Au cours des 15 dernières années, le monde musulman a connu un nombre jusque-là inégalé de femmes allant travailler au lieu de rester chez elles, en particulier au sein de la génération Y. Des millions d’entre elles ont rejoint le monde du travail pour la première fois, dans un mouvement où l’économie l’emporte sur la culture.
Le monde musulman n’est pas une entité monolithique, mais un ensemble diversifié d’économies, de cultures et de géographies. La plupart des musulmans du monde vivent dans 30 marchés émergents, où ils représentent la majorité de la population. Ensemble, ces économies représentent 12 % du PIB mondial et un cinquième de la population.
Il s’agit notamment de pays à haut niveau de revenu comme l’Arabie saoudite, les Émirats arabes unis, le Qatar et le Koweït ; de pays à revenu dans la moyenne supérieure comme la Malaisie, la Turquie, l’Iran, la Jordanie et la Tunisie ; et d’économies à revenu dans la moyenne inférieure comme le Maroc, le Pakistan, l’Indonésie, l’Égypte, le Bangladesh et le Tadjikistan.
Les musulmans sont également plus jeunes que la moyenne mondiale, avec un âge médian de 23 ans au lieu de 28 – le résultat du « baby boom » qu’a connu le monde musulman.

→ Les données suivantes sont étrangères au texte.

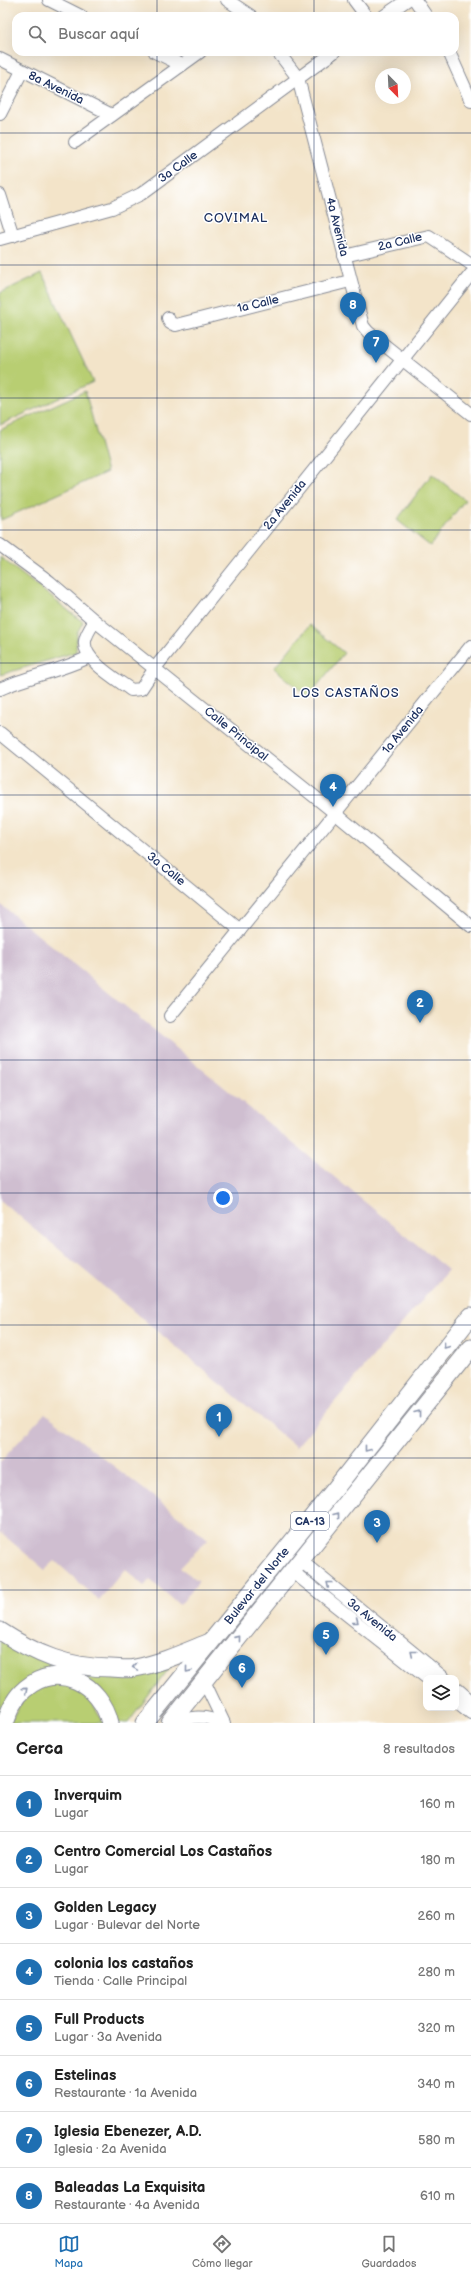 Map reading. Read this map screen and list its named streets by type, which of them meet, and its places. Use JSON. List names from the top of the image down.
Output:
{
  "streets": {
    "highway": ["CA-13", "Bulevar del Norte"],
    "street": [
      "8a Avenida",
      "3a Calle",
      "4a Avenida",
      "2a Calle",
      "1a Calle",
      "2a Avenida",
      "1a Avenida",
      "Calle Principal",
      "3a Avenida"
    ]
  },
  "crossings": [
    ["3a Calle", "4a Avenida"],
    ["3a Calle", "1a Avenida"],
    ["4a Avenida", "2a Calle"],
    ["4a Avenida", "1a Calle"],
    ["4a Avenida", "2a Avenida"],
    ["2a Avenida", "Calle Principal"],
    ["1a Avenida", "Calle Principal"],
    ["Bulevar del Norte", "3a Avenida"]
  ],
  "districts": ["COVIMAL", "LOS CASTAÑOS"],
  "north": "bottom right",
  "page": {
    "search": "Buscar aquí",
    "pins": [
      "8",
      "7",
      "4",
      "2",
      "1",
      "3",
      "5",
      "6"
    ],
    "heading": ["Cerca", "8 resultados"],
    "list": [
      {
        "mark": "1",
        "name": "Inverquim",
        "note": "Lugar",
        "value": "160 m"
      },
      {
        "mark": "2",
        "name": "Centro Comercial Los Castaños",
        "note": "Lugar",
        "value": "180 m"
      },
      {
        "mark": "3",
        "name": "Golden Legacy",
        "note": "Lugar · Bulevar del Norte",
        "value": "260 m"
      },
      {
        "mark": "4",
        "name": "colonia los castaños",
        "note": "Tienda · Calle Principal",
        "value": "280 m"
      },
      {
        "mark": "5",
        "name": "Full Products",
        "note": "Lugar · 3a Avenida",
        "value": "320 m"
      },
      {
        "mark": "6",
        "name": "Estelinas",
        "note": "Restaurante · 1a Avenida",
        "value": "340 m"
      },
      {
        "mark": "7",
        "name": "Iglesia Ebenezer, A.D.",
        "note": "Iglesia · 2a Avenida",
        "value": "580 m"
      },
      {
        "mark": "8",
        "name": "Baleadas La Exquisita",
        "note": "Restaurante · 4a Avenida",
        "value": "610 m"
      }
    ],
    "nav": ["Mapa", "Cómo llegar", "Guardados"]
  }
} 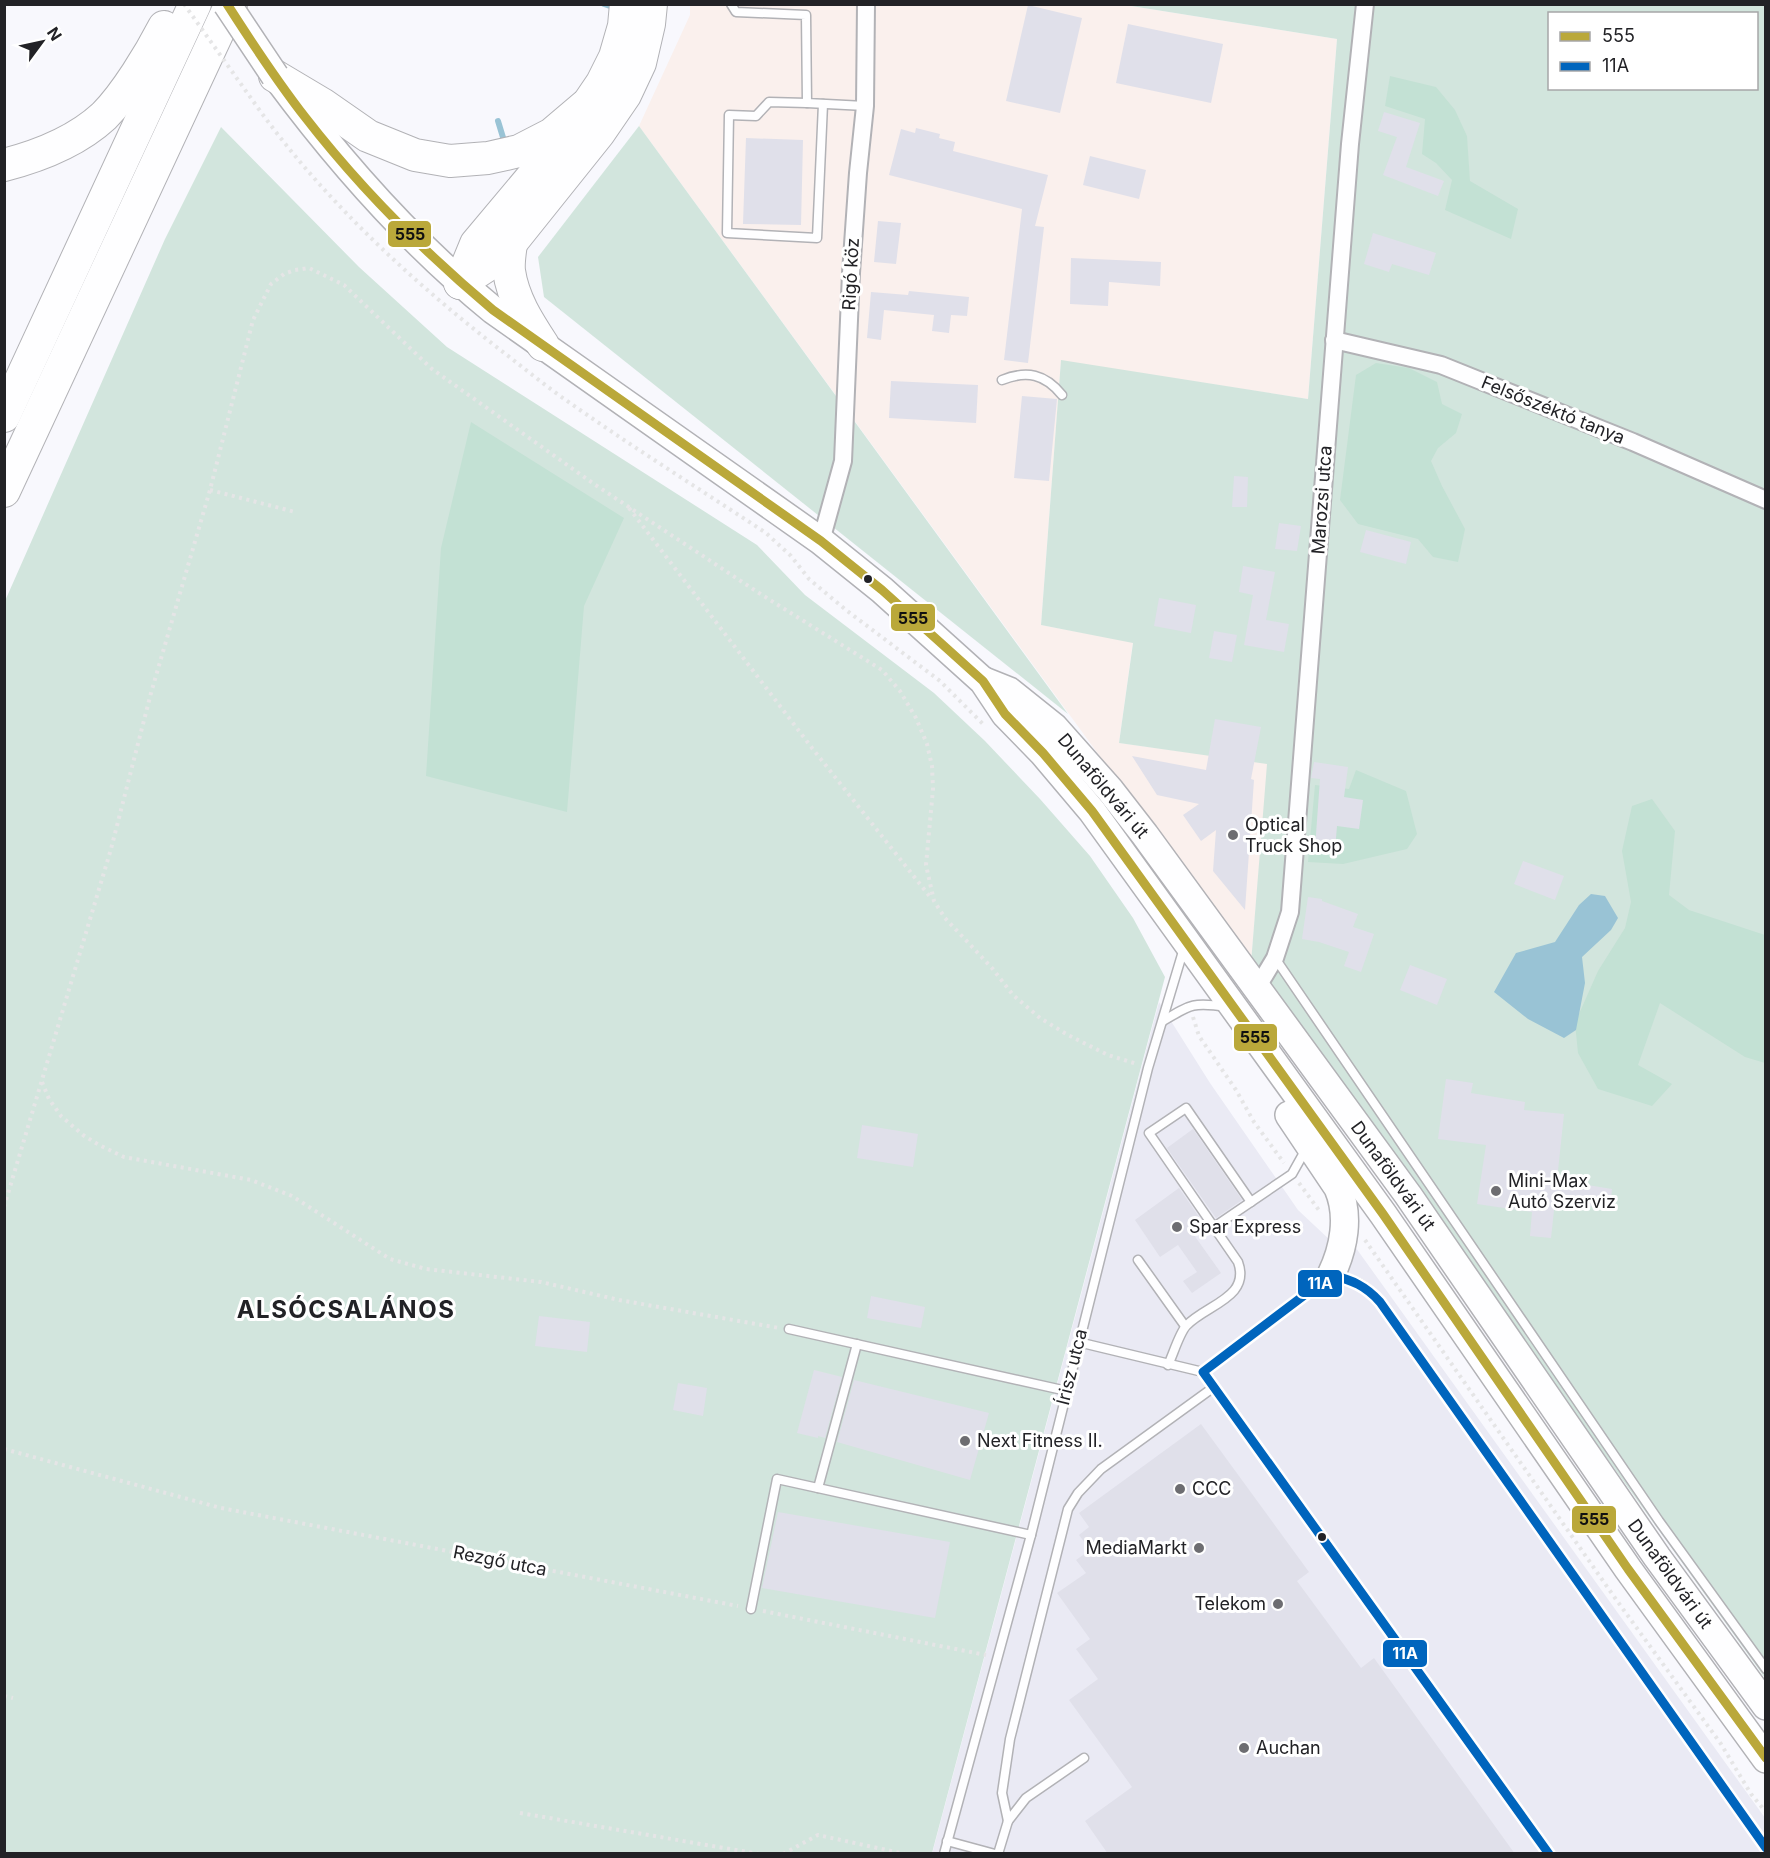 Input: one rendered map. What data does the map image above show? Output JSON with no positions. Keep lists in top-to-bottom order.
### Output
{
  "streets": {
    "main road": ["Dunaföldvári út"],
    "street": ["Rigó köz", "Felsőszéktó tanya", "Marozsi utca"],
    "lane": ["Írisz utca"],
    "path": ["Rezgő utca"]
  },
  "crossings": [
    ["Rigó köz", "Dunaföldvári út"],
    ["Felsőszéktó tanya", "Marozsi utca"],
    ["Marozsi utca", "Dunaföldvári út"],
    ["Dunaföldvári út", "Írisz utca"],
    ["Írisz utca", "Rezgő utca"]
  ],
  "districts": ["ALSÓCSALÁNOS"],
  "places": [
    "Optical Truck Shop",
    "Mini-Max Autó Szerviz",
    "Spar Express",
    "Next Fitness II.",
    "CCC",
    "MediaMarkt",
    "Telekom",
    "Auchan"
  ],
  "lines": ["transit line 555", "transit line 11A"],
  "legend": ["555", "11A"],
  "north": "top right"
}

Les jeunes musulmans sont aujourd’hui les plus instruits dans l’histoire de leur pays, ont adopté de nouvelles attitudes et sont adeptes des nouvelles technologies.
Voici 10 choses que vous devez savoir sur l’extraordinaire ascension des femmes actives de cette nouvelle génération :
1. Les femmes représentent maintenant la majorité des étudiants universitaires dans le monde musulman. Traditionnellement minoritaires dans le domaine de l’éducation, les femmes se retrouvent aujourd’hui devant les hommes. En Indonésie, le plus grand pays à majorité musulmane, le taux d’inscription des femmes à l’université est passé de 2 % en 1970 à près de 33 % aujourd’hui, tandis que celui des hommes est passé de 4 % à 29 % au cours de la même période.
En Arabie saoudite, il y a dix ans, environ 30 % des femmes d’âge universitaire fréquentaient l’université. Aujourd’hui, ce chiffre a atteint 50 % – une proportion plus élevée qu’au Mexique, en Chine, au Brésil et en Inde. Il s’agit de la base des talents qui composeront la nouvelle main-d’œuvre en col blanc du monde musulman.
2. L’enseignement des STEM pour les femmes est une véritable réussite, qui prépare les femmes du monde musulman à la quatrième révolution industrielle. Dans la plupart des pays du monde, les femmes représentent un pourcentage très faible des personnes qualifiées dans le codage et les sciences en général. Cependant, il existe cinq pays où, parmi les étudiants inscrits en sciences, technologie, ingénierie et mathématiques (STEM), les femmes sont plus nombreuses que les hommes. Deux d’entre eux, Brunei et le Koweït, sont des économies à majorité musulmane.
Dans 18 autres pays, les femmes représentent 40 % ou plus des étudiants en STEM. Plus de la moitié d’entre eux sont également des pays à majorité musulmane, notamment la Tunisie, le Qatar, l’Algérie, Oman, la Malaisie, la Jordanie, le Bahreïn, l’Azerbaïdjan et les Émirats arabes unis. En Arabie saoudite, 38 % des étudiants dans ces domaines sont des femmes, et en Iran, 34 %. Au Royaume-Uni, 36 % sont des femmes, tandis qu’aux États-Unis, ce nombre s’élève à 30 %.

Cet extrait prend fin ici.